Runa Schymanski, Lavinia Nowak, Friederike Tiefenbacher in „ROM“
Runa Schymanski, Lavinia Nowak, Friederike Tiefenbacher in „ROM“Marcel Urlaub

Im ersten Teil von ROM gibt es eine Zusammenfassung der Tragödie von Coriolanus, verkörpert von Andreas Beck in schlabbrigem, löchrigem grauen Pullover. Ja, Coriolanus hat mit seinem Heer die Feinde Roms besiegt, aber seine Krieger waren, zumindest in seiner Sicht, Kriegsverbrecher, Frauen- und Kinderschänder. Und die Plebejer, Roms nicht-adeliger Bevölkerungsteil, hassen ihn wiederum, da er sich einen zu großen Teil der Kriegsbeute, wenn auch mit Genehmigung des Senats, angeeignet habe. Dass er dann die Seiten wechselt, für die Feinde Roms gegen seine Heimat in den Kampf zieht und nur auf Bitten seiner greisen Mutter damit aufhört, kommt hier kaum zur Sprache. Dafür erzählt ein Dreigespann aus Kindern – Evi Kehrstephan, Claudia Sabitzer und Uwe Rohbeck in Schulkleidung, die auch aus Erich Kästners „Fliegendem Klassenzimmer“ stammen könnte (Kostüme: Ilse Vandenbussche) – in gruseliger Eigen­beleuchtung mittels Taschenlampen „Die höchst beklagenswerte Tragödie von Titus Andronicus“.

Rötliche Mumifizierung

Der zweite Teil nach der Pause beginnt mit dem Bericht von der Ermordung Julius Cäsars. Gleichsam im Telegrammstil halten Lavinia Nowak als Brutus und Frank Genser als Mark Anton ihre Abschiedsreden auf den alten Julius. Dann beginnt Mark Anton, mit Kleopatra anzubandeln. Julia Riedler darf in etwas, das zuerst ein bisschen wie eine rötliche Mumifizierung aussieht, sich dann aber als hautenges, rötliches Hosenkleid entpuppt, als ägyptische Königin erscheinen. Sie ringen minutenlang im Planschbecken und einigen sich dann doch unter Küssen. Was wiederum Octavius, seine Schwester Octavia und Lepidus, den offenbar schon verbannten dritten Triumviren, abstößt. Rohbeck, Sabitzer und Kehrstephan haben bereits ihre Schulkleidung abgelegt, um jetzt in die Rollen dieser drei Gegenspieler von Kleopatra und Antonius zu schlüpfen.
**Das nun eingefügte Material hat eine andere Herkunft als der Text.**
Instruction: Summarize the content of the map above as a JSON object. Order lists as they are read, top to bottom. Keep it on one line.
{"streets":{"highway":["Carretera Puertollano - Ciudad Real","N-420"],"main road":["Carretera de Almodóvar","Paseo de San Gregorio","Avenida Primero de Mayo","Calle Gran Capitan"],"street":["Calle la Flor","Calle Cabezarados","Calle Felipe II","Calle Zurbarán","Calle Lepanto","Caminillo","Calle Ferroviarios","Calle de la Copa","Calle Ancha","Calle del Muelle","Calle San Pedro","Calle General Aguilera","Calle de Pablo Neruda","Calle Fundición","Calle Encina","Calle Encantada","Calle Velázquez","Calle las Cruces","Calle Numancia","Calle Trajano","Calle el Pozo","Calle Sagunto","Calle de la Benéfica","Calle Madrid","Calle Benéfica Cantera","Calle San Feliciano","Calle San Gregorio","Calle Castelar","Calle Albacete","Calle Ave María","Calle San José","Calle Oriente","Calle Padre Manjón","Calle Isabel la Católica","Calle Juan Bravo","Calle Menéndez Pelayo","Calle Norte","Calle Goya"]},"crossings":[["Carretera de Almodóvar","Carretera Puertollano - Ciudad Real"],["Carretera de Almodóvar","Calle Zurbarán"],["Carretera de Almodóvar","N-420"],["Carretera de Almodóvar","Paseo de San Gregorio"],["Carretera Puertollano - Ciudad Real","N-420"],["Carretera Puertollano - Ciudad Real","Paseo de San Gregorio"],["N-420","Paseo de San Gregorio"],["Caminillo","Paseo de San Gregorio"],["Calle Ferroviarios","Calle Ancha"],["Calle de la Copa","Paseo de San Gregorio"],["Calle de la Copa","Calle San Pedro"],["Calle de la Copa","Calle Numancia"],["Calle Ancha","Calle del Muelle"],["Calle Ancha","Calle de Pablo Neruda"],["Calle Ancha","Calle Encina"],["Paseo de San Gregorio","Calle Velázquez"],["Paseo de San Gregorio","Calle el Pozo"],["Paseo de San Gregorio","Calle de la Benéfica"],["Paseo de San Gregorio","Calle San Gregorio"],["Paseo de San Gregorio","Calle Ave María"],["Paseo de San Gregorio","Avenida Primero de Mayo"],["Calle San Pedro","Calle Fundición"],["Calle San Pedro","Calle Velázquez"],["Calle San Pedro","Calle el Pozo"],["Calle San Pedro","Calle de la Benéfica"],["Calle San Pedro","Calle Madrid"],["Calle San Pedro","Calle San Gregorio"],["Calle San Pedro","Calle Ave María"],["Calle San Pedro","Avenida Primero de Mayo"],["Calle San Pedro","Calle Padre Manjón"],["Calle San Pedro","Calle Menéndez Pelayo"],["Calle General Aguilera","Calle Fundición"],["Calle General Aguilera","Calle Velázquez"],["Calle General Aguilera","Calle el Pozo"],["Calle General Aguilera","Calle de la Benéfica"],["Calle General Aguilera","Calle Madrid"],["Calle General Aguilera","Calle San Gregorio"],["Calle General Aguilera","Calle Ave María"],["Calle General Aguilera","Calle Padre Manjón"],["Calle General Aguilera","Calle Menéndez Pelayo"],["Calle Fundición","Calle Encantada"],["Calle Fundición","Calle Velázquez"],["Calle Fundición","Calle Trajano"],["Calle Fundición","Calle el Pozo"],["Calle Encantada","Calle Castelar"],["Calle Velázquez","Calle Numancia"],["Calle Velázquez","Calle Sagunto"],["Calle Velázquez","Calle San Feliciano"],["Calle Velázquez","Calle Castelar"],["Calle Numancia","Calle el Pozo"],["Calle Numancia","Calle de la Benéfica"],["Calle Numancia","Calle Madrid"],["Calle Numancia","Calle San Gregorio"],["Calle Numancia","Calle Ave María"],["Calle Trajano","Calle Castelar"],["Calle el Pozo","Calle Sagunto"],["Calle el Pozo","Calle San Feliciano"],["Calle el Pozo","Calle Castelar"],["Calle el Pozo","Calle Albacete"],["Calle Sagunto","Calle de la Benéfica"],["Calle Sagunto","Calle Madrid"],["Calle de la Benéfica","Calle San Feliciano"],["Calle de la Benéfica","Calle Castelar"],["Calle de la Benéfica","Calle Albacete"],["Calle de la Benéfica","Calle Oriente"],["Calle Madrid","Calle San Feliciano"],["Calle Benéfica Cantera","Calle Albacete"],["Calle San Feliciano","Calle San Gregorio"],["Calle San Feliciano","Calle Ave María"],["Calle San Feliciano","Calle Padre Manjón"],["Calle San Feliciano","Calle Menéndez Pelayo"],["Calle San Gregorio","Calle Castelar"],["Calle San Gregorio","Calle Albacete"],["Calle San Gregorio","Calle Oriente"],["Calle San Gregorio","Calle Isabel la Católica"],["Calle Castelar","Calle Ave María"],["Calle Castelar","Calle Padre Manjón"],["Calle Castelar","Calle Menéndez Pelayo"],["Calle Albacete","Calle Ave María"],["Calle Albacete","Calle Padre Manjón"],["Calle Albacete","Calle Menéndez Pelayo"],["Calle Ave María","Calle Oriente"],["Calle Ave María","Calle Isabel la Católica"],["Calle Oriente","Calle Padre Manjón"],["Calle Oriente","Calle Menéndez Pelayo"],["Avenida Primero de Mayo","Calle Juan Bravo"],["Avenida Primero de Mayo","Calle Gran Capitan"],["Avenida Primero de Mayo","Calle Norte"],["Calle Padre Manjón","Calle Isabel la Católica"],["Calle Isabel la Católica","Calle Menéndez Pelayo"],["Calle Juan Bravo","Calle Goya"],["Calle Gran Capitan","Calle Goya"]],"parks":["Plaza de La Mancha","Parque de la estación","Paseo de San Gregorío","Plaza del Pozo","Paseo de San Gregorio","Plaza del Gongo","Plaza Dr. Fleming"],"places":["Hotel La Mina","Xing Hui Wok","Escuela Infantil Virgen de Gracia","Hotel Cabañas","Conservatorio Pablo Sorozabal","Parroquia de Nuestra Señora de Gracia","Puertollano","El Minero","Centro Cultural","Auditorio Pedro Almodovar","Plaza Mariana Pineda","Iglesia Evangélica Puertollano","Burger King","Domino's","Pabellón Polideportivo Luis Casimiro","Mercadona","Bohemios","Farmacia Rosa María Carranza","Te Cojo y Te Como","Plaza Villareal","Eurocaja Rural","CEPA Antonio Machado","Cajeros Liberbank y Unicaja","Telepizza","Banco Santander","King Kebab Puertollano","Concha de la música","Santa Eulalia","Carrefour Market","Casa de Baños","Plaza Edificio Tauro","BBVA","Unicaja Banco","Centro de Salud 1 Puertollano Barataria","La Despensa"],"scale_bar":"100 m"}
Dann leert sich die Bühne langsam, die weiße Mauer dreht noch ein paar Ehrenrunden, und aus den Lautsprechern dringen abschließende Bemerkungen zu all den Problemen, die uns hier nicht ohne boshaften Witz vorgeführt wurden.

Natürlich hat es durchaus etwas mit unserer Gegenwart zu tun, wenn man dabei zuschauen und zuhören darf, wie Macht zu Korruptheit führt, wie sexualisierte Gewalt gegen Frauen und Kinder grausam ausgelebt wird, welche furchtbaren Folgen Kriege haben. Allerdings wären solche Erkenntnisse auch schon beim Poeten aus Stratford-upon-Avon selbst zu erspähen. Dafür braucht es keine Überschreibung. Am Ende wirkt „ROM“ eher wie eine szenische Lesung als ein Drama. Diese für Kenner von Luk Percevals Werk an sich recht überraschende Shakespeareverwurstung als „nach William Shakespeare“ zu verkaufen, darf man als maßlose Übertreibung beurteilen.